The result of designating some groups of people as high risk is the mistaken association that there are low-risk groups, such as lesbians and middle-class, heterosexual whites. Many of us not in "high risk" groups have believed that HIV and other sexually transmissible diseases would not affect us. In reality, one study showed that among 20,000 women, 35 percent of those infected with HIV did not belong to any "high-risk" groups.60 In another study in rural Florida, which has a high prevalence of HIV infection, a fifth of the pregnant women with HIV infections did not seem to have any risk factors.61 For example, they had "low-risk" partners, and did not have other sexually transmitted diseases.

Because of the assumption that women of certain classes do not have sexually transmissible diseases, medical practitioners may miss a diagnosis or may not provide information necessary to keep us safe. Contrary to common stereotypes, in the United States, women with the highest education have the most sex partners on average.63

Another result of the false dichotomy between groups of people is that not much effort has been put into preventing the spread of the disease in "low-risk" groups. And where we believe the incidence of sexually transmissible diseases is low, we tend not to practice safer sex because we don't think we need to. In fact, one study suggests that merely 17 percent of heterosexual men with multiple partners use condoms.64 Educators may falsely assume that "low-risk" women do not need information on how to avoid the disease. In reality, anyone can be infected. On one college campus, for instance, half of the women were infected with chlamydia.65 And 17 to 46 percent of female college students have HPV infections.66 All groups at this point include some people with HIV infection. There are no low-risk groups of people, only high- and low-risk activities or behaviors.

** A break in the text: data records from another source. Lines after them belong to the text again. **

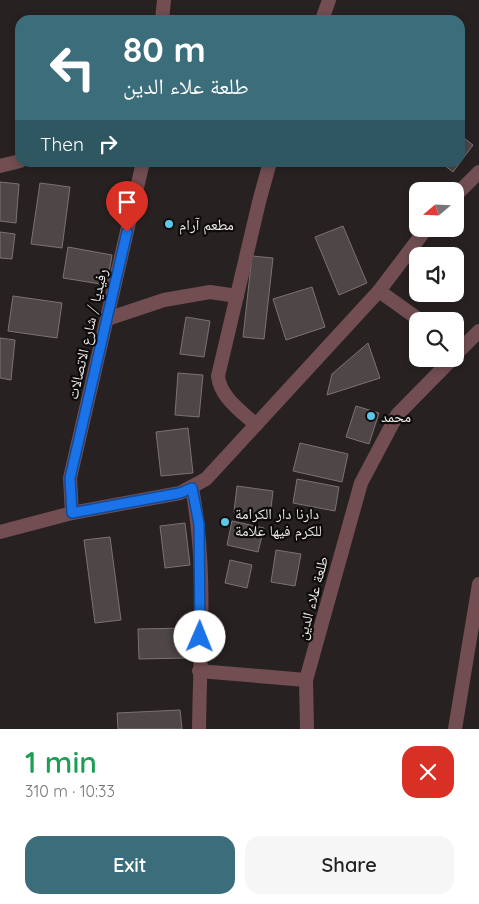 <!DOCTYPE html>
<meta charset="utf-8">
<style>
body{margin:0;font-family:Quicksand,"Noto Naskh Arabic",sans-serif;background:#f6f6f6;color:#222;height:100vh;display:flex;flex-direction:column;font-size:19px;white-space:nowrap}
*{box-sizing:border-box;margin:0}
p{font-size:16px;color:#767676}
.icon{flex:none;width:28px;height:28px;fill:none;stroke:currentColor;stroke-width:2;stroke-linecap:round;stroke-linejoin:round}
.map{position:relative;height:729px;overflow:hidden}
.sheet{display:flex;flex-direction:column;background:#fff;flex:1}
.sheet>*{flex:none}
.banner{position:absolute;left:15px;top:15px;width:450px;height:152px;border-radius:15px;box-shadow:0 2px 8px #0003;background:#3b6d7a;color:#fff;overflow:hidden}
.needle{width:32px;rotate:251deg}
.fabs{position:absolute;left:409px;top:182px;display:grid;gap:10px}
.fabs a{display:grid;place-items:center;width:55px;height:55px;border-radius:10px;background:#fff;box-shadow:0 2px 8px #0003;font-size:25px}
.pin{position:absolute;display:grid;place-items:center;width:42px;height:42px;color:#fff;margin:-51px -21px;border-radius:50% 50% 50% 0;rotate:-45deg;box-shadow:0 0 5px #0007}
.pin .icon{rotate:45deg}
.me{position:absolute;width:55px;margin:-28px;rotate:1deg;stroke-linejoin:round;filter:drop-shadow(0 0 4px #0008)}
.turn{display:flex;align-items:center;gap:18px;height:105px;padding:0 25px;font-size:22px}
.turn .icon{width:65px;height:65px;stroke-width:2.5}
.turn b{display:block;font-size:35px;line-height:42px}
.then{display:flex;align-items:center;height:48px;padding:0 25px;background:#0003;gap:10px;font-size:19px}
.round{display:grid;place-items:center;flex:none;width:52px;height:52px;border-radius:15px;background:#f6f6f6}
.summary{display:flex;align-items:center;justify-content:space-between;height:85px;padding:0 25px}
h1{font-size:30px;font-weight:600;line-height:38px;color:#1e9e55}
.button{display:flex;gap:10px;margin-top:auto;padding:10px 25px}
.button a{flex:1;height:58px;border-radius:15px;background:#3b6d7a;color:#fff;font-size:20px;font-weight:600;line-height:58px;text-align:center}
.button a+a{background:#f6f6f6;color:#222}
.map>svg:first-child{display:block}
.building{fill:#4e4647;stroke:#7a7273}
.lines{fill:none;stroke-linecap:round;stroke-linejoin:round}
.minor{stroke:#724e52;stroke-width:14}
.route-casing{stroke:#114b97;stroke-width:12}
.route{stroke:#1a73e8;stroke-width:9}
.poi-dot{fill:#5ac8e6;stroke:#0e0b0b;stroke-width:2}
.labels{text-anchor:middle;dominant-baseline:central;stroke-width:4.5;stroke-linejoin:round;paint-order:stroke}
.poi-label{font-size:15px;fill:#ede8e8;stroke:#0e0b0b;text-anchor:start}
.street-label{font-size:15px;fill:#ede8e8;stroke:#0e0b0b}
</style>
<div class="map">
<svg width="479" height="729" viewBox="0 0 479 729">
<rect width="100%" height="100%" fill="#282121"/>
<g class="building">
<path d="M460,135L473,145L453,172L440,162H460Z"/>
<path d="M0,182L19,184L16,223L0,221Z"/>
<path d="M40,183L70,187L62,248L31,244Z"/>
<path d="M343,226L367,283L339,295L315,237Z"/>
<path d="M0,232L15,234L12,259L0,258Z"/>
<path d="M68,247L112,255L107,285L63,278Z"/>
<path d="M252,256L273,258L264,339L243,337Z"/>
<path d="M312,287L325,327L286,340L273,299Z"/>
<path d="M13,296L62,303L57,338L8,331Z"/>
<path d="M186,317L210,321L204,357L180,354Z"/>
<path d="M0,338L15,340L11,380L0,378Z"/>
<path d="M368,343L380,378L327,395L332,374Z"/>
<path d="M178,373L203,375L199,417L175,415Z"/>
<path d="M356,406L379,413L369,444L346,437Z"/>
<path d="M188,428L193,473L161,476L156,432Z"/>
<path d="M300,443L348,454L342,482L293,471Z"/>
<path d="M297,479L339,487L335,511L293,503Z"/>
<path d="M237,486L273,491L270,517L234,512Z"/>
<path d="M232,521L264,528L258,552L227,545Z"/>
<path d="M185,523L190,565L165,568L160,526Z"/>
<path d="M110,537L121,620L95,623L84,540Z"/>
<path d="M276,550L301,554L295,586L271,582Z"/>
<path d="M230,560L252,565L247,588L225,583Z"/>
<path d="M185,628L186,658L139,659L138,629Z"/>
<path d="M180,710L182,729H118L117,713Z"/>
</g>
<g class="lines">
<g class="minor">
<path d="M162,20L164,0"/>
<path d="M322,20L329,0"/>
<path d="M0,166L20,161"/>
<path d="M455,196L479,172"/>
<path d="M379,291L421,321"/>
<path d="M107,319L164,300L210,292L237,296"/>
<path d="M455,355L479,331"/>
<path d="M256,425C241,411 220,397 218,376L259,202L270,162"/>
<path d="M192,488C207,567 200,649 199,729"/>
<path d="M72,513L70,478L143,162"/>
<path d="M0,532L72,513L180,493L206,479L379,291L426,229"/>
<path d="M199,671L306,680"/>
<path d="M307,729L306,680L361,483L397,415L452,359"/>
<path d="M455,729L479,584"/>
</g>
</g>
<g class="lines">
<defs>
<path id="route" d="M127,232L70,478L72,513L180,493L192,488L199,524L200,637"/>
</defs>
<use href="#route" class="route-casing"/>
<use href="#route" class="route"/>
</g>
<g class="poi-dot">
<circle cx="169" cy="224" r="5"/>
<circle cx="371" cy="416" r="5"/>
<circle cx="225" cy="522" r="5"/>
</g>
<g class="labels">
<g class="poi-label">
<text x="179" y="224">مطعم آرام</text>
<text x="381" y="416">محمد</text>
<text x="235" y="513">دارنا دار الكرامة<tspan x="235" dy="17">للكرم فيها علامة</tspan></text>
</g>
<g class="street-label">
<text transform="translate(87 334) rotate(-77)">رفيديا / شارع الاتصالات</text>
<text transform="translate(312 598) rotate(-75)">طلعة علاء الدين</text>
</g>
</g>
</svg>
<div class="fabs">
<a><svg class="needle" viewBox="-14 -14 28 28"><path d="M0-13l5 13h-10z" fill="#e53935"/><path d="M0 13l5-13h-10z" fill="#767676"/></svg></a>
<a><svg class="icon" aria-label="sound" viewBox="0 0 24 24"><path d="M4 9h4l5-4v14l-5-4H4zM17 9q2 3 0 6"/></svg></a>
<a><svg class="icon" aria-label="search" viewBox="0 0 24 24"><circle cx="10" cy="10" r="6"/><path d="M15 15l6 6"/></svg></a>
</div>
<div class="pin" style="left:127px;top:232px;background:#d93025"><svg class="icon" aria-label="arrive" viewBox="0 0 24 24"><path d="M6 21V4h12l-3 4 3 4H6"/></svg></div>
<svg class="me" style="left:200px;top:637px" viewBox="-20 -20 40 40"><circle r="19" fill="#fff"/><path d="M0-13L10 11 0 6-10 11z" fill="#1a73e8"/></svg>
<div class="banner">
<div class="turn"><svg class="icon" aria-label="left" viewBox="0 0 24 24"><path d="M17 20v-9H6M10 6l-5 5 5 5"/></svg><div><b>80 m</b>طلعة علاء الدين</div></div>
<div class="then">Then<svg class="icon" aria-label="right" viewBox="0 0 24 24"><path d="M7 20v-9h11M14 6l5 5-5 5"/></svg></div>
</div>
</div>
<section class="sheet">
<div class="summary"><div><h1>1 min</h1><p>310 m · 10:33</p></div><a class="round" style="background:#d93025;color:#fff"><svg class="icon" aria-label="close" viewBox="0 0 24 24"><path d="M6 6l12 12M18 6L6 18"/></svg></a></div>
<div class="button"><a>Exit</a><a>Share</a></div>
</section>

Every woman is vulnerable to this disease. No woman should say, "That's not me. " That's what I did in 1984, and I'm sorry I did it. In 1984, for me, this was a gay disease. And I made choices based on that misassumption.62

Finally, anyone in a "high risk" group is unfairly stigmatized as likely to have the disease, regardless of behavior or actual health status. Fortunately, the Centers for Disease Control and Prevention now talk less about "high-risk groups" and classify people with HIV according to the way they were probably exposed; for example, by heterosexual sex or injection drug use.